Each week, I watch and listen as my kids take their music lesson with the fabulous Albert. I thought perhaps I’d pick it up myself just from watching. After all – I hear what they hear. I watch their finger placement and direction that he gives them, so why wouldn’t I pick it up too?
It doesn’t work that way – or at least not for me. It’s likely my ADD, although I can say with absolute certainty that many, many (and I’ll give it one more in case you didn’t understand the numbers I envisioned here) MANY musicians and artists do in fact have some form of mental illness. ADD, ADHD, OCD, depression…the list goes on and on. In fact, having some form of mental illness in the arts community just makes you more interesting. Adds that “quirky” factor. So maybe I can’t use my lack of concentration or focus on the teachings as an excuse for why I’m not learning a darn thing when I eavesdrop in on the lesson. But I can tell you this – when he starts to talk about frets and half notes, chords, timing, blah blah blah, it’s only the blah blah that I catch.
I’m immensely impressed with both of my children. They know something I don’t know and I find that amazing. Considering how shocked and amazed I am about it, I guess I’m a know it all, but it feels bizarre all the same.
When Albert rambles off rules or whatever you want to call them, he asks – “Does that make sence?” Yup, they reply. But in my mind, I keep thinking – they don’t know what he’s talking about. And that’s because I don’t know what he’s talking about. He lost me after the second blah. They’re bluffing. Telling him what he wants to hear. Full of bull ka-ka.

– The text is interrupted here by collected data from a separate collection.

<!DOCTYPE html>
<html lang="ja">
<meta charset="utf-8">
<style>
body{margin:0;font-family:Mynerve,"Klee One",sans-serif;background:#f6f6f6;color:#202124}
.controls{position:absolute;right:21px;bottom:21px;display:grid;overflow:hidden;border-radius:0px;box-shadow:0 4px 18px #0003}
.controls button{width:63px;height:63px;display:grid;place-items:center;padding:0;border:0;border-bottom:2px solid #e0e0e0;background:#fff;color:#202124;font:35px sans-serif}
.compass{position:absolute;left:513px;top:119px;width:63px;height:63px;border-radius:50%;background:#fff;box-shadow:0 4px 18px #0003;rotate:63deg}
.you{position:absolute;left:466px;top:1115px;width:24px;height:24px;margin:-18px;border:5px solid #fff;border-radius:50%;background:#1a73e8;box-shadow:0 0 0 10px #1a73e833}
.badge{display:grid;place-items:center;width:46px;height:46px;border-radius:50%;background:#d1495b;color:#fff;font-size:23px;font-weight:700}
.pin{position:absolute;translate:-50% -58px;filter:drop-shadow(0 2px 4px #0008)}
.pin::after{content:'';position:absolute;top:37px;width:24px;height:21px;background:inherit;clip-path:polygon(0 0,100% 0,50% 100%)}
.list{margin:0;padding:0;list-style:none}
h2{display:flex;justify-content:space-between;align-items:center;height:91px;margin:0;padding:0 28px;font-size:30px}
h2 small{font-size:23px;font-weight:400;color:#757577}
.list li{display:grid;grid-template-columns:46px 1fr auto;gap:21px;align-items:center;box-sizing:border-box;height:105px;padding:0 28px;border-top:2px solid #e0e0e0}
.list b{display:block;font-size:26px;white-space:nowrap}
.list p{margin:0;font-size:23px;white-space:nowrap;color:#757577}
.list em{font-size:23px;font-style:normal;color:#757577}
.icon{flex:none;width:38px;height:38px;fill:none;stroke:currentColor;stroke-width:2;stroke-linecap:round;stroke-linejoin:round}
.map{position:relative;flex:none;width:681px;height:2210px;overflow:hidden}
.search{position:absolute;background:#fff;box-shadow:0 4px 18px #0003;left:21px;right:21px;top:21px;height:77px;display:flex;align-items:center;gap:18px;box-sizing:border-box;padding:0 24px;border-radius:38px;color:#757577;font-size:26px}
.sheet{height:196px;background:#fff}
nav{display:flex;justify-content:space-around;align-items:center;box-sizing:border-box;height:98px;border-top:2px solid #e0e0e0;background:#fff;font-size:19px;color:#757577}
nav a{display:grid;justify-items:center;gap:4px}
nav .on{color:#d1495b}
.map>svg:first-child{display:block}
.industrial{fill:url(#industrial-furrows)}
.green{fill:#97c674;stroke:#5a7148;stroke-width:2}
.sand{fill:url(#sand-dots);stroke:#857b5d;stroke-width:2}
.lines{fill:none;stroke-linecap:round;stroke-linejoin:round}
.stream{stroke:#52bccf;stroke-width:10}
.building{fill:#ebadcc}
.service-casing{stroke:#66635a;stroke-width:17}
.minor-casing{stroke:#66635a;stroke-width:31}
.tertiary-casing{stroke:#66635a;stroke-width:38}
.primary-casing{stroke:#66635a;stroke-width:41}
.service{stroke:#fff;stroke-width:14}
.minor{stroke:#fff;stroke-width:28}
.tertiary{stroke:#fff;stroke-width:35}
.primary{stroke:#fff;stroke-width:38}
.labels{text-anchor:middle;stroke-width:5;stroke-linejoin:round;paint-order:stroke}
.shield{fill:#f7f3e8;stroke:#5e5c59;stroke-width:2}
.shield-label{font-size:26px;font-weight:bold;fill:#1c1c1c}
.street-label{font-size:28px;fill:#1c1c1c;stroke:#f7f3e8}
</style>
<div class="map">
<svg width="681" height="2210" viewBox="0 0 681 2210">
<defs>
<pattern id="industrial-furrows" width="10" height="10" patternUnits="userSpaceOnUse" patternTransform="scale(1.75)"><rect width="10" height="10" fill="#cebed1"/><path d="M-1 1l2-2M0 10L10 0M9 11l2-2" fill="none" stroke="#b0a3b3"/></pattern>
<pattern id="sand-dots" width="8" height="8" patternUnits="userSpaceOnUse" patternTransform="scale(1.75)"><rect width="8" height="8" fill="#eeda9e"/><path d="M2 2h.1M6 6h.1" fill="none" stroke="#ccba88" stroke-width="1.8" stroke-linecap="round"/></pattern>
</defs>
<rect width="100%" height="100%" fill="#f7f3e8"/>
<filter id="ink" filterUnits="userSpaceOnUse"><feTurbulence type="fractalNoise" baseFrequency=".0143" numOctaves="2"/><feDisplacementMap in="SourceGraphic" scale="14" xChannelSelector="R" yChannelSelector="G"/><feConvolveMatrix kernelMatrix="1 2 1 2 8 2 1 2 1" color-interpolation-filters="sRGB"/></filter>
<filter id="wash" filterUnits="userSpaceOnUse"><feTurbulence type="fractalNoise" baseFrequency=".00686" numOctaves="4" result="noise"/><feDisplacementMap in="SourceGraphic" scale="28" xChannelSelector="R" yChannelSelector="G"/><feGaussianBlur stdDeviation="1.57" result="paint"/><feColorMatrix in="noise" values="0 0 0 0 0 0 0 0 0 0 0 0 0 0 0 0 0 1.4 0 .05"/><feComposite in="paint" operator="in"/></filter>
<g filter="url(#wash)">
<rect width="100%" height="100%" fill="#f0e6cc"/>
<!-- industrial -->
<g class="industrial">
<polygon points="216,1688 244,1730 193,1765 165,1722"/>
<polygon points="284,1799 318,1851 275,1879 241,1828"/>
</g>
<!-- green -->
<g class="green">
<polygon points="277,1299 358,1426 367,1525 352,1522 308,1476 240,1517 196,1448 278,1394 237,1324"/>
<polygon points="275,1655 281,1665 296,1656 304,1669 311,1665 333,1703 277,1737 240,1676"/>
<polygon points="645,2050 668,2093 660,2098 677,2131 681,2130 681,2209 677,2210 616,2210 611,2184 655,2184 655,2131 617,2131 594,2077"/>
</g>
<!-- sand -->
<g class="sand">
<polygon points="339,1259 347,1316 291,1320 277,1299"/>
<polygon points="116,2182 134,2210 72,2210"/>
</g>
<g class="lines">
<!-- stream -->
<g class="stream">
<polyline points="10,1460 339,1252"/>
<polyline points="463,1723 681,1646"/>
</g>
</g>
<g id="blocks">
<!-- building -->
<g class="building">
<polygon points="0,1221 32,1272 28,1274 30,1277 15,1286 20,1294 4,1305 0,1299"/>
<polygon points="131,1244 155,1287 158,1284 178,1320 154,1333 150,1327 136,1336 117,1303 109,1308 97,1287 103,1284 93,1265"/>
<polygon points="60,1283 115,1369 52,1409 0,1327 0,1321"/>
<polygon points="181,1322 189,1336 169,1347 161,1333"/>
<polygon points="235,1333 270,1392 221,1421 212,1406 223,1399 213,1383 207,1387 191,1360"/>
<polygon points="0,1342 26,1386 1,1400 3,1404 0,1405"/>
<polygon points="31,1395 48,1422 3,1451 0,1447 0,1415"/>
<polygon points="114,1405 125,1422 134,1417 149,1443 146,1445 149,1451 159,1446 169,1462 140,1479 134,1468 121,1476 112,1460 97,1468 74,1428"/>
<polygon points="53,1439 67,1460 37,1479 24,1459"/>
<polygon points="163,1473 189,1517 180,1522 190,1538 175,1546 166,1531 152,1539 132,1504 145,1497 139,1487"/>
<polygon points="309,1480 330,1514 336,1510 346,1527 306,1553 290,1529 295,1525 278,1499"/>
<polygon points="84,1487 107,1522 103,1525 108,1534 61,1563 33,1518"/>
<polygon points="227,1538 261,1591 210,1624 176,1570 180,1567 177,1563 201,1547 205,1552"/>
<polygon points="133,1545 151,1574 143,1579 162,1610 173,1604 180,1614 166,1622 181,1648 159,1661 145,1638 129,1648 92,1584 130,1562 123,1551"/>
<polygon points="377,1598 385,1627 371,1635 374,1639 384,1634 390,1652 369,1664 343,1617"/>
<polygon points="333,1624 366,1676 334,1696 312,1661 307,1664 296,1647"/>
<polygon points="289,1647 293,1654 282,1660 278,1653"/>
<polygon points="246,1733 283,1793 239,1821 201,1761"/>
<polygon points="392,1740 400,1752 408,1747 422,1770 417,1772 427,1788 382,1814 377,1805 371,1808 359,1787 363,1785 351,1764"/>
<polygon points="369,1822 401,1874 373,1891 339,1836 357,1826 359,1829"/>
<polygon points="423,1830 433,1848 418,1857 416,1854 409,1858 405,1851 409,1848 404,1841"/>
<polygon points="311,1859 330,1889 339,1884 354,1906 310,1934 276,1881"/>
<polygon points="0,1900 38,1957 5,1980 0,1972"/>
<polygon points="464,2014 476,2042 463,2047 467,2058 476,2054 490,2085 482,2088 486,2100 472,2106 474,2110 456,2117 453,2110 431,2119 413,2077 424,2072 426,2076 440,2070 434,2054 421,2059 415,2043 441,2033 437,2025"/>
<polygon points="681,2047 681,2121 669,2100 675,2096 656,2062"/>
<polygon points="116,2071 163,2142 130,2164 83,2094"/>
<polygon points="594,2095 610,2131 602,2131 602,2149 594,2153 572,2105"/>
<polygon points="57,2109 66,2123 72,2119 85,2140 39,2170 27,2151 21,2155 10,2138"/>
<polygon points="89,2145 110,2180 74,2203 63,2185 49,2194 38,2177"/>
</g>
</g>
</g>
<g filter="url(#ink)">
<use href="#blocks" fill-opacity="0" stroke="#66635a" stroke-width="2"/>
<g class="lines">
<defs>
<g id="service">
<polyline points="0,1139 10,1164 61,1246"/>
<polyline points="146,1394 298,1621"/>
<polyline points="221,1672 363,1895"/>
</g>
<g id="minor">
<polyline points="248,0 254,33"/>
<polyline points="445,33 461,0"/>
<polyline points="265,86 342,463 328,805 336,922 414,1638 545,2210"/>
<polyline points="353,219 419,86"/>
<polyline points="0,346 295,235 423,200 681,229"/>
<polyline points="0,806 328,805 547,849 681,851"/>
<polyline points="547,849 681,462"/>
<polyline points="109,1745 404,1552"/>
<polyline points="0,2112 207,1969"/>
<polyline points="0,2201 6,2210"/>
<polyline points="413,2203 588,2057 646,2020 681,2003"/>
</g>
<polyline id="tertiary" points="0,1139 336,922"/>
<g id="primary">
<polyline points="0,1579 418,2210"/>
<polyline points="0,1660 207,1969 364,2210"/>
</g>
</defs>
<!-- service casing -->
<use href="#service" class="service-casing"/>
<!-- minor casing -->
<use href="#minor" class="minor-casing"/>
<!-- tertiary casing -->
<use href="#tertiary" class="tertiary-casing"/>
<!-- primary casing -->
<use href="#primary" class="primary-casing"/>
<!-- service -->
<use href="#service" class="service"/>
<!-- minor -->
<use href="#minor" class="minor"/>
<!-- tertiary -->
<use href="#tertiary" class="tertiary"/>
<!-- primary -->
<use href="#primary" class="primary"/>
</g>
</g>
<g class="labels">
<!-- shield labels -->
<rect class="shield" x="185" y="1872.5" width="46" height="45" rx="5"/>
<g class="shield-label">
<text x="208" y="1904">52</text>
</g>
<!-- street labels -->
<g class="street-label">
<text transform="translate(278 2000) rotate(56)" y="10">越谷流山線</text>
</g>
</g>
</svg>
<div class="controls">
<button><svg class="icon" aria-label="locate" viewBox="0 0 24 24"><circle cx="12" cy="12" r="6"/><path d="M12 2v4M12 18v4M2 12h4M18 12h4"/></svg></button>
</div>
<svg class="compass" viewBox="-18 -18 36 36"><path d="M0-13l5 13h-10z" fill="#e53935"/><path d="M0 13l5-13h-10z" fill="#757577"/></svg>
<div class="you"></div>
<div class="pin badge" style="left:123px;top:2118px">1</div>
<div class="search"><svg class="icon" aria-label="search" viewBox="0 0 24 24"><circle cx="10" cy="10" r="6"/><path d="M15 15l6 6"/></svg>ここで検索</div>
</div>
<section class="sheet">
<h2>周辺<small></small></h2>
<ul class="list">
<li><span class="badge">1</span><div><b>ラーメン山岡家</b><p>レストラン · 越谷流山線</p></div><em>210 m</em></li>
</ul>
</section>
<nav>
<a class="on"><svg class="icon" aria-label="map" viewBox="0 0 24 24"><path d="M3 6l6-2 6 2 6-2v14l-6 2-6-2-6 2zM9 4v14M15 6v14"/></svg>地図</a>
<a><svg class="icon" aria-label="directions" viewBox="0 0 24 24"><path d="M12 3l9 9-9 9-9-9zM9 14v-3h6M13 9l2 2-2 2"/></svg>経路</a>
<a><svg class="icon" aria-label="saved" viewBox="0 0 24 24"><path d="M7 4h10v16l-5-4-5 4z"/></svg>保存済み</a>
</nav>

“Okay, so show me,” he’ll say. Or, “so, what would come next then?” And in that moment, I always feel a little sorry for them. Their cover is going to be blown. Egg on their face. I ready my sympathetic smile.
And as it happens, I end up with egg on my face, because they get it. Every time. It’s like they’re speaking a different language that I didn’t teach them. Truly bizarre.
Last night, Lainey asked about the pedals at the bottom. She asked last week too, and at that time Albert had said he’d show her later. So she asked again this week. Albert pulled the lid (I know, music lovers are probably going to say “a baby grand doesn’t have a lid!”) But whatever. He takes off the lid and spends five or six minutes explaining how the pedals work with the keys and the strings. She is engrossed, takes it all in and then gets back to the lessons, curiosity satisfied. In the moment I thought to myself – she’s wasting his teaching time on this instead of practicing – but shame on me. She was learning. And to boot – Albert went five minutes past her lesson time in the end so she got her pretty little fingers worth of ivory time too.
Did I tell you how much I adore him?
The best part of last night – when Lainey played “I Get By With a Little Help From My Friends” on piano, he picked up the guitar and accompanied her. When Sam played Ringo’s Theme on the guitar, he accompanied on the piano. It sounded amazing and the kids beamed because it actually sounded like music. Good music. He also had them run through the songs they composed themselves because “he really loved those ones”. Which = kids beaming again.
The lessons may sound like Charlie Brown’s teacher – all blah blah blah to me, but it’s still music to my ears.